The buses are compliant with the Americans with Disabilities Act and replace existing buses which are reaching the end of their useful lives.

The RTC also authorized the transportation manager to sign an agreement with the Nevada Department of Transportation to install lighting at the intersection of Highway 50 and Empire Ranch.

The city will maintain the lighting once it’s installed.

Patrick Pittenger, transportation manager, said a number of citizens had voiced concerns about safety at the intersection.

“Whatever (NDOT) puts up there will be a significant improvement,” said Pittenger.

“The cost of power is well worth the safety.”

The RTC discussed proposed ballot language for the fuel tax question which, if passed, would give the Board of Supervisors the authority to increase the motor vehicle fuel tax by not more 3 cents annually between 2017 and 2026.

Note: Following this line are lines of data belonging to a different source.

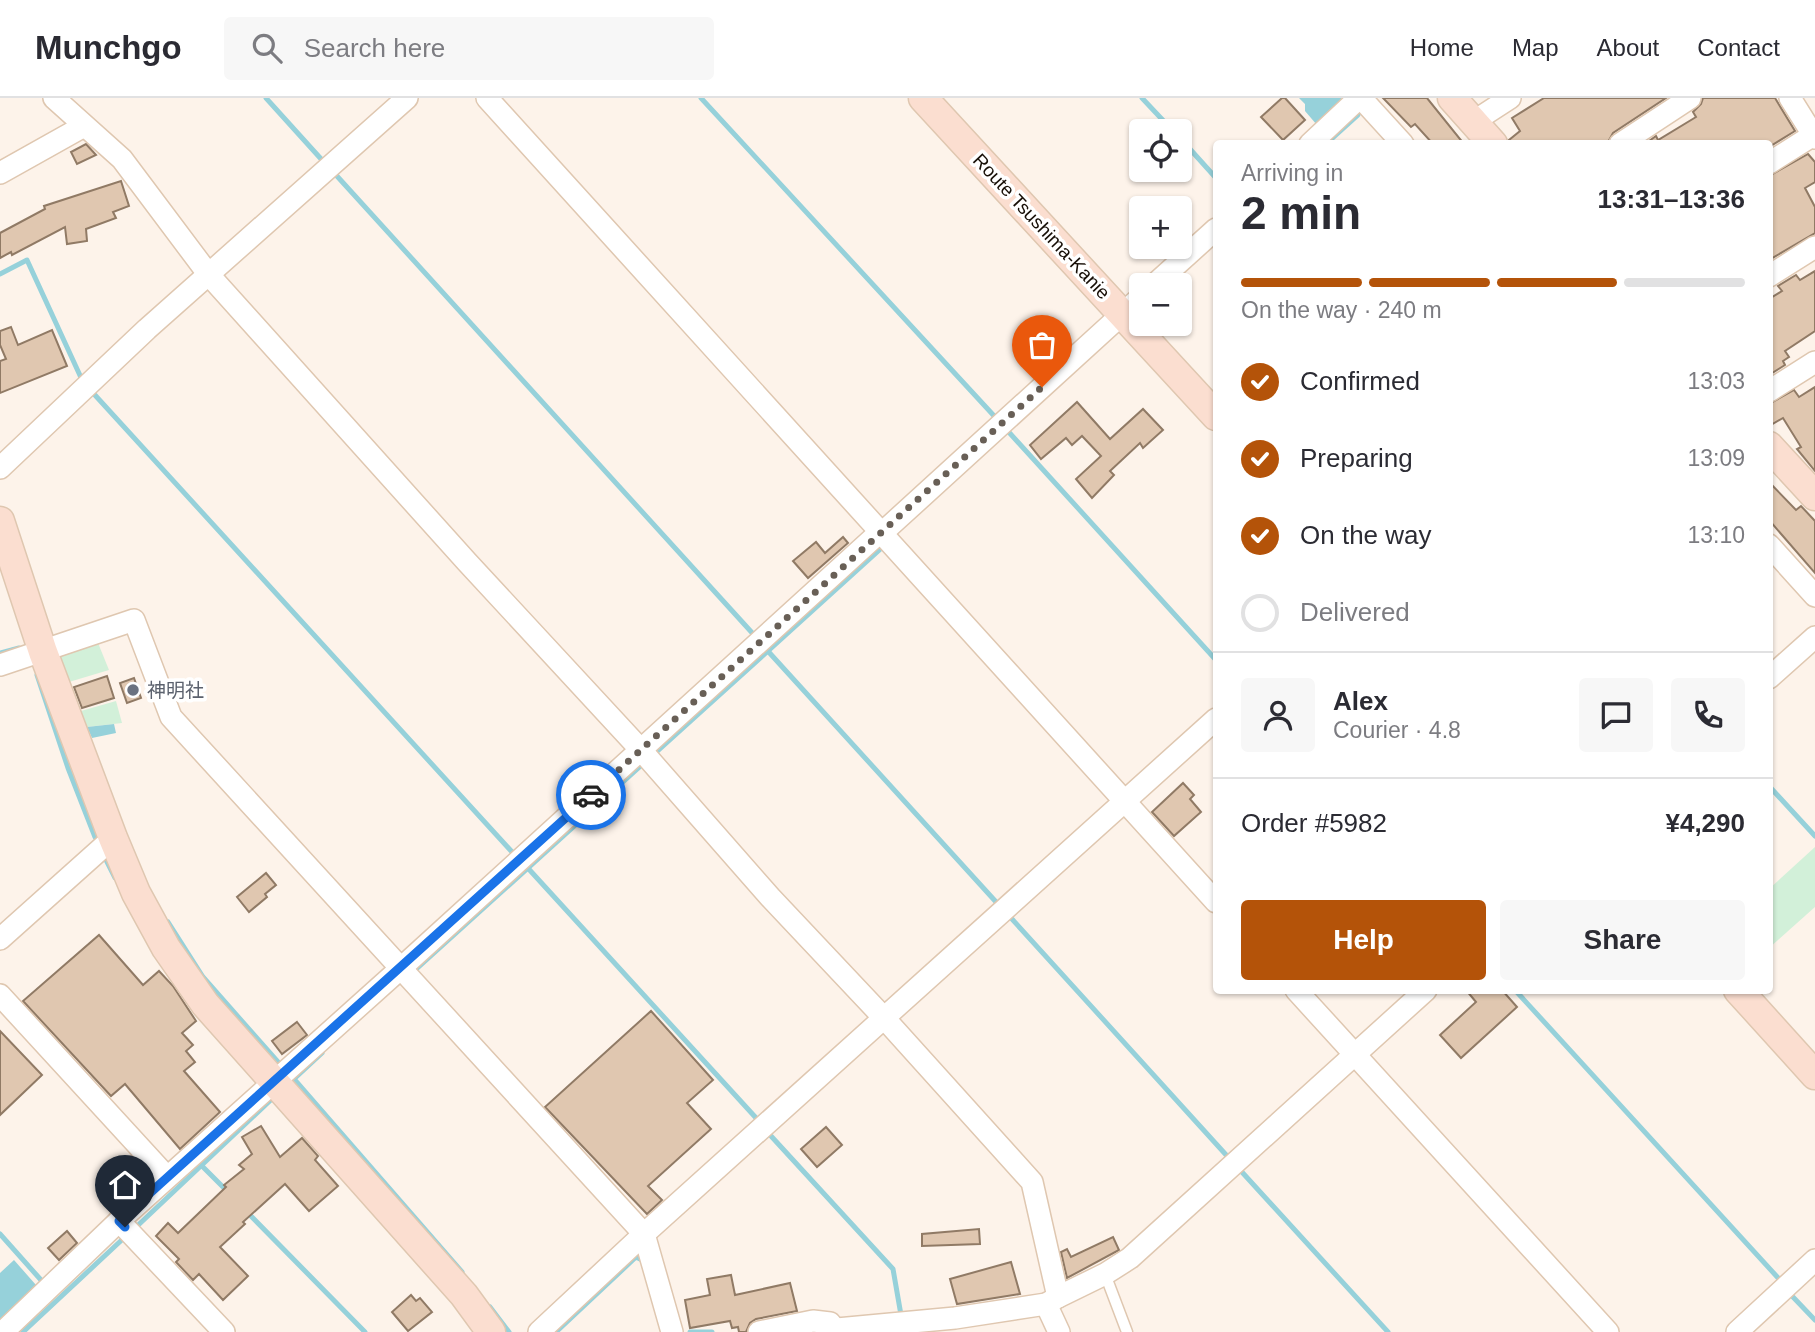 <!DOCTYPE html>
<meta charset="utf-8">
<style>
body{margin:0;font-family:Helvetica,"Noto Sans JP",sans-serif;background:#f7f7f7;color:#2b2b33;height:100vh;display:flex;flex-direction:column;font-size:26px;white-space:nowrap}
*{box-sizing:border-box;margin:0}
p{font-size:23px;color:#7c7c81}
.icon{flex:none;width:38px;height:38px;fill:none;stroke:currentColor;stroke-width:2;stroke-linecap:round;stroke-linejoin:round}
.map{position:relative;flex:1;overflow:hidden}
.drawer{position:absolute;left:1213px;top:42px;width:560px;height:854px;display:flex;flex-direction:column;background:#fff;border-radius:7px;box-shadow:0 2px 5px #0004}
.drawer>*{flex:none}
.buttons{position:absolute;left:1129px;top:21px;display:grid;gap:14px}
.buttons a{display:grid;place-items:center;width:63px;height:63px;border-radius:7px;background:#fff;box-shadow:0 2px 5px #0004;font-size:35px}
.pin{position:absolute;display:grid;place-items:center;width:60px;height:60px;color:#fff;margin:-72px -30px;border-radius:50% 50% 50% 0;rotate:-45deg;box-shadow:0 0 7px #0007}
.pin .icon{rotate:45deg}
.courier{position:absolute;display:grid;place-items:center;width:70px;height:70px;margin:-35px;border:5px solid #1a73e8;border-radius:50%;background:#fff;color:#222;box-shadow:0 2px 9px #0007}
.headline em{font-style:normal;font-weight:700}
.headline div{display:flex;flex-direction:column-reverse}
.headline{display:flex;align-items:center;justify-content:space-between;height:119px;padding:0 28px}
h1{font-size:46px;font-weight:700;line-height:52px}
.bar{display:grid;grid-template-columns:repeat(4,1fr);gap:10px 7px;align-content:center;height:84px;padding:0 28px}
.bar i{height:9px;border-radius:5px;background:#e1e1e2}
.bar .current{background:#b45309}
.bar p{grid-column:span 4}
.line{display:flex;align-items:center;gap:18px;padding:0 28px;border-top:2px solid #e1e1e2}
.line div{flex:1}
.round{display:grid;place-items:center;flex:none;width:74px;height:74px;border-radius:7px;background:#f7f7f7}
ol{padding:0 28px;list-style:none}
li{display:flex;align-items:center;gap:21px;height:77px}
li p{margin-inline-start:auto}
li .icon{padding:7px;border-radius:50%;background:#b45309;color:#fff;stroke-width:4}
li:last-child{color:#7c7c81}
li i{width:38px;height:38px;border:4px solid #e1e1e2;border-radius:50%}
.primary-button{display:flex;gap:14px;margin-top:auto;padding:14px 28px}
.primary-button a{flex:1;height:80px;border-radius:7px;background:#b45309;color:#fff;font-size:28px;font-weight:700;line-height:80px;text-align:center}
.primary-button a+a{background:#f7f7f7;color:#2b2b33}
header{display:flex;align-items:center;gap:42px;box-sizing:border-box;height:98px;padding:0 35px;background:#fff;border-bottom:2px solid #e1e1e2}
header strong{font-size:33px}
nav{display:flex;gap:38px;margin-inline-start:auto;font-size:24px}
.search{width:490px;height:63px;background:#f7f7f7;display:flex;align-items:center;gap:18px;box-sizing:border-box;padding:0 24px;border-radius:7px;color:#7c7c81;font-size:26px}
.map>svg:first-child{display:block}
</style>
<header>
<strong>Munchgo</strong>
<div class="search"><svg class="icon" aria-label="search" viewBox="0 0 24 24"><circle cx="10" cy="10" r="6"/><path d="M15 15l6 6"/></svg>Search here</div>
<nav><a>Home</a><a>Map</a><a>About</a><a>Contact</a></nav>
</header>
<div class="map">
<svg width="1815" height="1234" viewBox="0 0 1815 1234">
<rect width="100%" height="100%" fill="#fdf3ea"/>
<g fill="#d2f0d9">
<path d="M98,545L109,572L69,584L60,558Z"/>
<path d="M116,603L122,625L87,629L81,613Z"/>
<path d="M1815,749V809L1769,850V791Z"/>
</g>
<g fill="#96d1da">
<path d="M1299,0H1341L1343,3L1317,27L1305,13V6Z"/>
<path d="M114,626L116,635L92,640L87,629Z"/>
<path d="M14,1162L36,1187L0,1222V1175Z"/>
</g>
<g fill="none" stroke-linecap="round" stroke-linejoin="round">
<g stroke="#96d1da" stroke-width="5">
<path d="M266,0L322,62"/>
<path d="M701,0L996,320"/>
<path d="M1142,0L1173,33"/>
<path d="M1180,40L1216,80"/>
<path d="M1326,46L1358,17"/>
<path d="M336,77L755,538"/>
<path d="M0,176L27,162L83,284"/>
<path d="M94,296L513,755"/>
<path d="M1006,331L1216,562"/>
<path d="M766,551L997,805"/>
<path d="M0,555L19,550"/>
<path d="M37,577L68,670L95,739"/>
<path d="M652,658L886,446"/>
<path d="M1769,688L1815,738"/>
<path d="M105,760L115,780"/>
<path d="M526,768L757,1021"/>
<path d="M1012,821L1228,1059"/>
<path d="M168,824L203,879L278,964"/>
<path d="M413,874L645,664"/>
<path d="M1515,892L1780,1182"/>
<path d="M322,955L294,981L462,1174"/>
<path d="M771,1038L893,1171L901,1217"/>
<path d="M201,1067L228,1094"/>
<path d="M1241,1073L1388,1234"/>
<path d="M247,1114L365,1234"/>
<path d="M133,1132L275,998"/>
<path d="M0,1136L41,1182"/>
<path d="M1793,1199L1815,1222"/>
<path d="M490,1209L509,1234"/>
<path d="M23,1234L126,1138"/>
<path d="M556,1234L636,1159L646,1164"/>
<path d="M690,1234H712"/>
</g>
</g>
<g fill="#e0c7b0" stroke="#907a65" stroke-width="2">
<path d="M1282,0H1285L1305,22L1283,42L1261,19Z"/>
<path d="M1383,0H1427L1464,46H1433L1415,26L1411,29Z"/>
<path d="M1544,0H1666L1613,35L1607,46H1509V42L1520,33L1512,20Z"/>
<path d="M1703,0H1775L1795,33L1769,49V46H1645L1656,38L1658,42L1696,19L1693,14L1701,6Z"/>
<path d="M86,46L96,57L77,66L71,54Z"/>
<path d="M1808,56L1815,64V84L1805,90L1815,109V135L1769,162V78Z"/>
<path d="M121,83L129,108L113,114L116,120L86,131L87,143L67,146L65,129L12,157L11,154L0,160V135L45,111L44,108Z"/>
<path d="M1815,173V233L1785,253L1789,259L1783,263L1785,267L1769,277V201L1782,193L1778,188L1796,177L1800,182Z"/>
<path d="M11,229L18,247L52,232L67,268L0,295V263L6,261L0,247V233Z"/>
<path d="M1815,289V373L1797,351L1801,349L1783,320L1769,328V306L1794,292L1799,299Z"/>
<path d="M1077,304L1110,341L1143,311L1163,332L1143,350L1140,345L1110,373L1114,377L1092,400L1076,381L1101,358L1082,338L1072,347L1066,340L1041,361L1030,347Z"/>
<path d="M1769,384L1796,412L1801,408L1815,423V475L1769,422Z"/>
<path d="M843,439L848,445L808,480L793,463L816,444L825,455Z"/>
<path d="M107,578L114,600L82,610L74,589Z"/>
<path d="M134,580L141,600L127,605L120,585Z"/>
<path d="M1183,685L1194,697L1190,701L1201,714L1174,738L1152,714Z"/>
<path d="M266,775L276,787L265,796L267,799L249,814L237,799Z"/>
<path d="M99,837L143,887L159,873L173,888L196,923L182,935L193,947L186,953L195,964L184,973L220,1014L180,1051L125,986L111,998L23,903Z"/>
<path d="M1466,892H1502L1517,909L1461,960L1440,937L1476,904Z"/>
<path d="M651,913L713,982L687,1005L711,1031L648,1088L662,1102L647,1116L545,1009Z"/>
<path d="M297,924L307,937L282,956L272,943Z"/>
<path d="M0,933L42,977L0,1017Z"/>
<path d="M261,1028L280,1059L302,1040L318,1058L315,1062L338,1088L309,1113L285,1086L243,1124L245,1126L220,1149L248,1178L223,1202L199,1176L193,1182L176,1164L179,1161L156,1138L168,1125L178,1135L226,1089L224,1087L244,1071L239,1067L252,1056L242,1039Z"/>
<path d="M826,1029L842,1047L817,1069L801,1051Z"/>
<path d="M979,1131L980,1146L922,1148V1136Z"/>
<path d="M67,1133L77,1145L59,1162L48,1150Z"/>
<path d="M1113,1139L1119,1152L1067,1180L1061,1154L1067,1151L1071,1159Z"/>
<path d="M1011,1164L1020,1196L957,1206L950,1181Z"/>
<path d="M731,1177L735,1197L790,1185L797,1213L756,1221L750,1225L746,1234H739L738,1229L732,1230L730,1223L690,1230L685,1202L710,1197L707,1181Z"/>
<path d="M411,1197L416,1203L420,1200L432,1214L408,1233L392,1214Z"/>
</g>
<g fill="none" stroke-linecap="round" stroke-linejoin="round">
<g stroke="#dfc7b0" stroke-width="13">
<path id="lane" d="M1105,1176L1127,1234"/>
</g>
<g stroke="#dfc7b0" stroke-width="24">
<g id="street">
<path d="M54,0L122,61L209,177L467,464L641,652L770,799L885,921L1032,1084L1058,1199L1046,1206L955,1220L837,1231"/>
<path d="M487,0L1216,804"/>
<path d="M1361,0L1403,46"/>
<path d="M1790,0L1815,40"/>
<path d="M1473,24L1510,0"/>
<path d="M1310,46L1359,0"/>
<path d="M1620,46L1690,0"/>
<path d="M1769,65L1815,36"/>
<path d="M0,75L84,28"/>
<path d="M1769,178L1815,149"/>
<path d="M1154,187L1216,131"/>
<path d="M1769,293L1815,264"/>
<path d="M0,370L147,231L407,0"/>
<path d="M882,435L1141,199"/>
<path d="M1769,447L1815,498"/>
<path d="M0,567L134,522L171,619L644,1136L672,1234"/>
<path d="M1769,580L1815,539"/>
<path d="M0,841L113,740"/>
<path d="M1296,892L1608,1234"/>
<path d="M0,897L167,1079"/>
<path d="M119,1123L224,1234"/>
<path d="M1058,1199L1105,1176L1130,1160L1426,892"/>
<path d="M1046,1206L1059,1234"/>
<path d="M3,1234L119,1123L400,871L880,434"/>
<path d="M539,1234L644,1136L1216,621"/>
<path d="M759,1234L813,1223L830,1225L837,1234"/>
<path d="M1737,1234L1815,1162"/>
</g>
</g>
<g stroke="#dfc7b0" stroke-width="31">
<g id="secondary">
<path d="M923,0L1216,318"/>
<path d="M1452,0L1493,46"/>
<path d="M1769,348L1815,398"/>
<path d="M0,423L43,554L113,740L136,795L166,850L205,906L464,1197L491,1234"/>
<path d="M1738,892L1815,977"/>
</g>
</g>
<use href="#lane" stroke="#fff" stroke-width="10"/>
<use href="#street" stroke="#fff" stroke-width="21"/>
<use href="#secondary" stroke="#fbded0" stroke-width="28"/>
</g>
<g fill="none" stroke-linecap="round" stroke-linejoin="round">
<path stroke="#685f56" stroke-width="7" stroke-dasharray="0 12.6" d="M591,697L1042,289"/>
<path stroke="#1a73e8" stroke-width="9" d="M125,1129L119,1123L591,697"/>
</g>
<circle fill="#6b7280" stroke="#fff" stroke-width="2.5" cx="133" cy="592" r="7"/>
<g text-anchor="middle" stroke-width="7" stroke-linejoin="round" paint-order="stroke">
<g font-size="19" fill="#170f07" stroke="#fff">
<text transform="translate(1042 128) rotate(47)" y="7">Route Tsushima-Kanie</text>
</g>
<g font-size="19" fill="#5b616d" stroke="#fff" text-anchor="start">
<text x="147" y="599">神明社</text>
</g>
</g>
</svg>
<div class="buttons">
<a><svg class="icon" aria-label="locate" viewBox="0 0 24 24"><circle cx="12" cy="12" r="6"/><path d="M12 2v4M12 18v4M2 12h4M18 12h4"/></svg></a>
<a>+</a>
<a>−</a>
</div>
<div class="pin" style="left:1042px;top:289px;background:#ea580c"><svg class="icon" aria-label="bag" viewBox="0 0 24 24"><path d="M5 8h14l-1 12H6zM9 8a3 3 0 0 1 6 0"/></svg></div>
<div class="pin" style="left:125px;top:1129px;background:#1f2937"><svg class="icon" aria-label="home" viewBox="0 0 24 24"><path d="M3 11l9-7 9 7M6 9v11h12V9"/></svg></div>
<div class="courier" style="left:591px;top:697px"><svg class="icon" aria-label="car" viewBox="0 0 24 24"><path d="M5 17H2v-5l4-1 3-4h7l3 4 3 1v5h-3M9 17h6M6 11h13"/><circle cx="7" cy="17" r="2"/><circle cx="17" cy="17" r="2"/></svg></div>
<section class="drawer">
<div class="headline"><div><h1>2 min</h1><p>Arriving in</p></div><em>13:31–13:36</em></div>
<div class="bar"><i class="current"></i><i class="current"></i><i class="current"></i><i></i><p>On the way · 240 m</p></div>
<ol>
<li><svg class="icon" aria-label="check" viewBox="0 0 24 24"><path d="M5 12l5 5 9-10"/></svg>Confirmed<p>13:03</p></li>
<li><svg class="icon" aria-label="check" viewBox="0 0 24 24"><path d="M5 12l5 5 9-10"/></svg>Preparing<p>13:09</p></li>
<li><svg class="icon" aria-label="check" viewBox="0 0 24 24"><path d="M5 12l5 5 9-10"/></svg>On the way<p>13:10</p></li>
<li><i></i>Delivered</li>
</ol>
<div class="line" style="height:126px"><a class="round"><svg class="icon" aria-label="person" viewBox="0 0 24 24"><circle cx="12" cy="8" r="4"/><path d="M4 21q1-7 8-7t8 7"/></svg></a><div><b>Alex</b><p>Courier · 4.8</p></div><a class="round"><svg class="icon" aria-label="chat" viewBox="0 0 24 24"><path d="M4 5h16v11H9l-5 4z"/></svg></a><a class="round"><svg class="icon" aria-label="phone" viewBox="0 0 24 24"><path d="M5 4h4l2 5-3 2q2 4 5 5l2-3 5 2v4C11 20 4 13 5 4z"/></svg></a></div>
<div class="line" style="height:91px"><div>Order #5982</div><b>¥4,290</b></div>
<div class="primary-button"><a>Help</a><a>Share</a></div>
</section>
</div>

State statute requires the question on the 2016 general election ballot in most of the state’s counties, including Carson City.

Statute also requires informal committees be formed to write arguments for and against the question to accompany the ballot, but no one has yet applied.

The committees can comprise as few as one person each and if no suitable candidates apply, the district attorney’s office, which writes the question and explanation, writes the pro and con argument as well, said Daniel Yu, deputy district attorney.

The RTC also approved a Federal Lands Access Program Project Memorandum of Agreement and Reimbursement Agreement.

The project is to reconstruct 2.5 miles of Sierra Vista Lane and provide improved parking areas and signage for better access to federal lands.

The project involves the Bureau of Land Management and Central Federal Lands Highway Division as well as the city and is expected to be completed in the fall of 2017.

The city is responsible for 5 percent of the funding, or about $239,662, for the $4.8 million project.

In the final, information only item, Pittenger gave an update on street crack repairs on Arrowhead Drive and said similar work will be done next at the Silver Oak development.

He talked about several projects going out to bid soon, including one for a seal coat on a section of Curry Street and another for cape seal on Lompa Lane.

When asked about the downtown project, Pittenger said it was going well so far and the public response had been positive.

Commission Chair Brad Bonkowski said he had meeting with downtown business owners to see how the construction has affected them.

“The businesses are being supported by their customers. It is good to hear people are going out of their way and I want to commend the public for that and encourage them to continue,” said Bonkowski.